Produce an exact copy of the data below.

• Dataset entries:
:::

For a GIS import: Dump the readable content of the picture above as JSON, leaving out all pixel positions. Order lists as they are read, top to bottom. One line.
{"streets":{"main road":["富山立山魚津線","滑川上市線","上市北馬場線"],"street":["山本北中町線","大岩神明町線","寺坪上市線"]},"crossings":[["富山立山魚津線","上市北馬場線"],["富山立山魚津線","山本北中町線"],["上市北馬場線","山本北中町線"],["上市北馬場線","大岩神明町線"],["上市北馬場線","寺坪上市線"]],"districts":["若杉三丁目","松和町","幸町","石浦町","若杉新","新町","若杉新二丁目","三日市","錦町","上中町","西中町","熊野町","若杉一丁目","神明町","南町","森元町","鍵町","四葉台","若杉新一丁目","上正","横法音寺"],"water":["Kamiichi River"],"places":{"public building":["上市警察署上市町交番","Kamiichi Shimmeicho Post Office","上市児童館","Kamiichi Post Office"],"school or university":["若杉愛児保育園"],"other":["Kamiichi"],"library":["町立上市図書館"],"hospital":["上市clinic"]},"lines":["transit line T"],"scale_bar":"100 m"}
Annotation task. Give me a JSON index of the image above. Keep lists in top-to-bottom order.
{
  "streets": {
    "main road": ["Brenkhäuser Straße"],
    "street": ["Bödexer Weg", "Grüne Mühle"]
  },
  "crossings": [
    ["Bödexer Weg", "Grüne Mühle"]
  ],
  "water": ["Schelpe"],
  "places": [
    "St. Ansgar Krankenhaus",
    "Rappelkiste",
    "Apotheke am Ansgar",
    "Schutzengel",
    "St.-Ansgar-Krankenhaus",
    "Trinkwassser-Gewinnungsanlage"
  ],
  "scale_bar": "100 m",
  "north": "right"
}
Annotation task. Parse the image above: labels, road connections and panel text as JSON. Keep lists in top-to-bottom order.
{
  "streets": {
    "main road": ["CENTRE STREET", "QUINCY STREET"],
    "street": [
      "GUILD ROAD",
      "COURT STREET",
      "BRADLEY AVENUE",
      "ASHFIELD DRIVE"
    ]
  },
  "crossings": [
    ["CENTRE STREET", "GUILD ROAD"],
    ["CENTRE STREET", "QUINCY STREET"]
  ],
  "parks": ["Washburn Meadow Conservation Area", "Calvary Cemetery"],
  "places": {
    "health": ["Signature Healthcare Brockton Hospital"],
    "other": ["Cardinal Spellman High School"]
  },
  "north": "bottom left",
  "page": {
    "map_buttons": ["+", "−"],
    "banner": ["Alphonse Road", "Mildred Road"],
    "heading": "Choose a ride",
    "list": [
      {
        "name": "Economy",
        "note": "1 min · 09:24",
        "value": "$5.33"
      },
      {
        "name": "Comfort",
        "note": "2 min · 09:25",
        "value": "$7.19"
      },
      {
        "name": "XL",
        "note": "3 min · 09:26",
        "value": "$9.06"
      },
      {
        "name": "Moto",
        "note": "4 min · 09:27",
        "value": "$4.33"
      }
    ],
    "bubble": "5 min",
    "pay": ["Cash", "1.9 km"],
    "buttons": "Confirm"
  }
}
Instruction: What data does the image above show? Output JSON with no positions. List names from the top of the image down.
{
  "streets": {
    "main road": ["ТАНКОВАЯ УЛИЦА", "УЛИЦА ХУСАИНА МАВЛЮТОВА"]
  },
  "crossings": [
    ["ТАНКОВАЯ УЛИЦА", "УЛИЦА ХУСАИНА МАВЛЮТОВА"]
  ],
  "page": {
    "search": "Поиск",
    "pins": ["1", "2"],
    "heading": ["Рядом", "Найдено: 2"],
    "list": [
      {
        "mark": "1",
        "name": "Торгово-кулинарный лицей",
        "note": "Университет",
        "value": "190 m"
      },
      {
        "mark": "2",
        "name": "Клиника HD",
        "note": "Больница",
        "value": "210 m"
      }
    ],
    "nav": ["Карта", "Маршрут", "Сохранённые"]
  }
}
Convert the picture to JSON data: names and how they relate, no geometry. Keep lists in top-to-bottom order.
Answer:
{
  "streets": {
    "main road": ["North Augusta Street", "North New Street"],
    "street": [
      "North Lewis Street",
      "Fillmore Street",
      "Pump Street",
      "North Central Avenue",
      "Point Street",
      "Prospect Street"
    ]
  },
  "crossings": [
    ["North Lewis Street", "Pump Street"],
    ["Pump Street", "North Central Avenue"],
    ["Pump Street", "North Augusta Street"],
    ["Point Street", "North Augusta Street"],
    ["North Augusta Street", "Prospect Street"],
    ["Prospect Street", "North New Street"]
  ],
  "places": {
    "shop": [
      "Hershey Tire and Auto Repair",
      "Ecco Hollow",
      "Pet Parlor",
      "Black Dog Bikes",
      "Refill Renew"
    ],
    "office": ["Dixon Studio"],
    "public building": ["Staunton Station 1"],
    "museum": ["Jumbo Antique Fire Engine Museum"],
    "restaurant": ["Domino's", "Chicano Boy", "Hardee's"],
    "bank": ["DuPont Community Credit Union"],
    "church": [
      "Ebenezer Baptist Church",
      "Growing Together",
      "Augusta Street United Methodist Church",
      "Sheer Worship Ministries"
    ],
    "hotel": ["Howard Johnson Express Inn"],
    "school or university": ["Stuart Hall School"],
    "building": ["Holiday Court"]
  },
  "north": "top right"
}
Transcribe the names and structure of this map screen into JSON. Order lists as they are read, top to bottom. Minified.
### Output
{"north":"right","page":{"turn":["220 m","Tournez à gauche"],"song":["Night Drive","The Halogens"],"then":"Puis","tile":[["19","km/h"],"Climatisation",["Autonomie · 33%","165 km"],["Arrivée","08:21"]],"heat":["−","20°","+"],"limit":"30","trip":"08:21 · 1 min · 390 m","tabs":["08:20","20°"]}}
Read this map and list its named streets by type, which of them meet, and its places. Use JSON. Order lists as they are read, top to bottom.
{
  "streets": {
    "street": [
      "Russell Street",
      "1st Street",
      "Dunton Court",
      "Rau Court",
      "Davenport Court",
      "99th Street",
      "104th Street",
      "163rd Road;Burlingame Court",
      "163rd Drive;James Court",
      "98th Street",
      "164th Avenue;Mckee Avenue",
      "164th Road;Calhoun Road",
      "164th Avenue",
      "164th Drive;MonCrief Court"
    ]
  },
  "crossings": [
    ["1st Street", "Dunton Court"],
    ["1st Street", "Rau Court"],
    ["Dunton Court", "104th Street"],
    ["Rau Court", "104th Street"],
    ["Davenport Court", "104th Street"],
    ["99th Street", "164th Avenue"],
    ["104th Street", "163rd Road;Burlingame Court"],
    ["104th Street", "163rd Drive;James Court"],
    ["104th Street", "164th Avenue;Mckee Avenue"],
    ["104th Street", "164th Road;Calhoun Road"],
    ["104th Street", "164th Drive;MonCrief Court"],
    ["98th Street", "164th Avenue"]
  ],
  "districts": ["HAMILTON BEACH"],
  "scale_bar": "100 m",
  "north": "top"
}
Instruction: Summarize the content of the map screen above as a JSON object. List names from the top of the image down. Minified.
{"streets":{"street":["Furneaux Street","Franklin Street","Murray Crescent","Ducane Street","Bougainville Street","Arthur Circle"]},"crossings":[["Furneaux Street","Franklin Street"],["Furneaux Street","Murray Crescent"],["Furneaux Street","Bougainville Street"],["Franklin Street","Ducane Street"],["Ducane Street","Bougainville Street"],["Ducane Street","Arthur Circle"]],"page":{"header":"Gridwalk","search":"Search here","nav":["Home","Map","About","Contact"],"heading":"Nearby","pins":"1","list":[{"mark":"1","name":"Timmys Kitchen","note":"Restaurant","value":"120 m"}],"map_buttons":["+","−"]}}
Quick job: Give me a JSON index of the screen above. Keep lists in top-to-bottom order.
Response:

:::

• Answer section:
For a GIS import: Dump the readable content of the picture above as JSON, leaving out all pixel positions. Order lists as they are read, top to bottom. One line.
{"streets":{"main road":["富山立山魚津線","滑川上市線","上市北馬場線"],"street":["山本北中町線","大岩神明町線","寺坪上市線"]},"crossings":[["富山立山魚津線","上市北馬場線"],["富山立山魚津線","山本北中町線"],["上市北馬場線","山本北中町線"],["上市北馬場線","大岩神明町線"],["上市北馬場線","寺坪上市線"]],"districts":["若杉三丁目","松和町","幸町","石浦町","若杉新","新町","若杉新二丁目","三日市","錦町","上中町","西中町","熊野町","若杉一丁目","神明町","南町","森元町","鍵町","四葉台","若杉新一丁目","上正","横法音寺"],"water":["Kamiichi River"],"places":{"public building":["上市警察署上市町交番","Kamiichi Shimmeicho Post Office","上市児童館","Kamiichi Post Office"],"school or university":["若杉愛児保育園"],"other":["Kamiichi"],"library":["町立上市図書館"],"hospital":["上市clinic"]},"lines":["transit line T"],"scale_bar":"100 m"}
Annotation task. Give me a JSON index of the image above. Keep lists in top-to-bottom order.
{
  "streets": {
    "main road": ["Brenkhäuser Straße"],
    "street": ["Bödexer Weg", "Grüne Mühle"]
  },
  "crossings": [
    ["Bödexer Weg", "Grüne Mühle"]
  ],
  "water": ["Schelpe"],
  "places": [
    "St. Ansgar Krankenhaus",
    "Rappelkiste",
    "Apotheke am Ansgar",
    "Schutzengel",
    "St.-Ansgar-Krankenhaus",
    "Trinkwassser-Gewinnungsanlage"
  ],
  "scale_bar": "100 m",
  "north": "right"
}
Annotation task. Parse the image above: labels, road connections and panel text as JSON. Keep lists in top-to-bottom order.
{
  "streets": {
    "main road": ["CENTRE STREET", "QUINCY STREET"],
    "street": [
      "GUILD ROAD",
      "COURT STREET",
      "BRADLEY AVENUE",
      "ASHFIELD DRIVE"
    ]
  },
  "crossings": [
    ["CENTRE STREET", "GUILD ROAD"],
    ["CENTRE STREET", "QUINCY STREET"]
  ],
  "parks": ["Washburn Meadow Conservation Area", "Calvary Cemetery"],
  "places": {
    "health": ["Signature Healthcare Brockton Hospital"],
    "other": ["Cardinal Spellman High School"]
  },
  "north": "bottom left",
  "page": {
    "map_buttons": ["+", "−"],
    "banner": ["Alphonse Road", "Mildred Road"],
    "heading": "Choose a ride",
    "list": [
      {
        "name": "Economy",
        "note": "1 min · 09:24",
        "value": "$5.33"
      },
      {
        "name": "Comfort",
        "note": "2 min · 09:25",
        "value": "$7.19"
      },
      {
        "name": "XL",
        "note": "3 min · 09:26",
        "value": "$9.06"
      },
      {
        "name": "Moto",
        "note": "4 min · 09:27",
        "value": "$4.33"
      }
    ],
    "bubble": "5 min",
    "pay": ["Cash", "1.9 km"],
    "buttons": "Confirm"
  }
}
Instruction: What data does the image above show? Output JSON with no positions. List names from the top of the image down.
{
  "streets": {
    "main road": ["ТАНКОВАЯ УЛИЦА", "УЛИЦА ХУСАИНА МАВЛЮТОВА"]
  },
  "crossings": [
    ["ТАНКОВАЯ УЛИЦА", "УЛИЦА ХУСАИНА МАВЛЮТОВА"]
  ],
  "page": {
    "search": "Поиск",
    "pins": ["1", "2"],
    "heading": ["Рядом", "Найдено: 2"],
    "list": [
      {
        "mark": "1",
        "name": "Торгово-кулинарный лицей",
        "note": "Университет",
        "value": "190 m"
      },
      {
        "mark": "2",
        "name": "Клиника HD",
        "note": "Больница",
        "value": "210 m"
      }
    ],
    "nav": ["Карта", "Маршрут", "Сохранённые"]
  }
}
Convert the picture to JSON data: names and how they relate, no geometry. Keep lists in top-to-bottom order.
Answer:
{
  "streets": {
    "main road": ["North Augusta Street", "North New Street"],
    "street": [
      "North Lewis Street",
      "Fillmore Street",
      "Pump Street",
      "North Central Avenue",
      "Point Street",
      "Prospect Street"
    ]
  },
  "crossings": [
    ["North Lewis Street", "Pump Street"],
    ["Pump Street", "North Central Avenue"],
    ["Pump Street", "North Augusta Street"],
    ["Point Street", "North Augusta Street"],
    ["North Augusta Street", "Prospect Street"],
    ["Prospect Street", "North New Street"]
  ],
  "places": {
    "shop": [
      "Hershey Tire and Auto Repair",
      "Ecco Hollow",
      "Pet Parlor",
      "Black Dog Bikes",
      "Refill Renew"
    ],
    "office": ["Dixon Studio"],
    "public building": ["Staunton Station 1"],
    "museum": ["Jumbo Antique Fire Engine Museum"],
    "restaurant": ["Domino's", "Chicano Boy", "Hardee's"],
    "bank": ["DuPont Community Credit Union"],
    "church": [
      "Ebenezer Baptist Church",
      "Growing Together",
      "Augusta Street United Methodist Church",
      "Sheer Worship Ministries"
    ],
    "hotel": ["Howard Johnson Express Inn"],
    "school or university": ["Stuart Hall School"],
    "building": ["Holiday Court"]
  },
  "north": "top right"
}
Transcribe the names and structure of this map screen into JSON. Order lists as they are read, top to bottom. Minified.
### Output
{"north":"right","page":{"turn":["220 m","Tournez à gauche"],"song":["Night Drive","The Halogens"],"then":"Puis","tile":[["19","km/h"],"Climatisation",["Autonomie · 33%","165 km"],["Arrivée","08:21"]],"heat":["−","20°","+"],"limit":"30","trip":"08:21 · 1 min · 390 m","tabs":["08:20","20°"]}}
Read this map and list its named streets by type, which of them meet, and its places. Use JSON. Order lists as they are read, top to bottom.
{
  "streets": {
    "street": [
      "Russell Street",
      "1st Street",
      "Dunton Court",
      "Rau Court",
      "Davenport Court",
      "99th Street",
      "104th Street",
      "163rd Road;Burlingame Court",
      "163rd Drive;James Court",
      "98th Street",
      "164th Avenue;Mckee Avenue",
      "164th Road;Calhoun Road",
      "164th Avenue",
      "164th Drive;MonCrief Court"
    ]
  },
  "crossings": [
    ["1st Street", "Dunton Court"],
    ["1st Street", "Rau Court"],
    ["Dunton Court", "104th Street"],
    ["Rau Court", "104th Street"],
    ["Davenport Court", "104th Street"],
    ["99th Street", "164th Avenue"],
    ["104th Street", "163rd Road;Burlingame Court"],
    ["104th Street", "163rd Drive;James Court"],
    ["104th Street", "164th Avenue;Mckee Avenue"],
    ["104th Street", "164th Road;Calhoun Road"],
    ["104th Street", "164th Drive;MonCrief Court"],
    ["98th Street", "164th Avenue"]
  ],
  "districts": ["HAMILTON BEACH"],
  "scale_bar": "100 m",
  "north": "top"
}
Instruction: Summarize the content of the map screen above as a JSON object. List names from the top of the image down. Minified.
{"streets":{"street":["Furneaux Street","Franklin Street","Murray Crescent","Ducane Street","Bougainville Street","Arthur Circle"]},"crossings":[["Furneaux Street","Franklin Street"],["Furneaux Street","Murray Crescent"],["Furneaux Street","Bougainville Street"],["Franklin Street","Ducane Street"],["Ducane Street","Bougainville Street"],["Ducane Street","Arthur Circle"]],"page":{"header":"Gridwalk","search":"Search here","nav":["Home","Map","About","Contact"],"heading":"Nearby","pins":"1","list":[{"mark":"1","name":"Timmys Kitchen","note":"Restaurant","value":"120 m"}],"map_buttons":["+","−"]}}
Quick job: Give me a JSON index of the screen above. Keep lists in top-to-bottom order.
Response:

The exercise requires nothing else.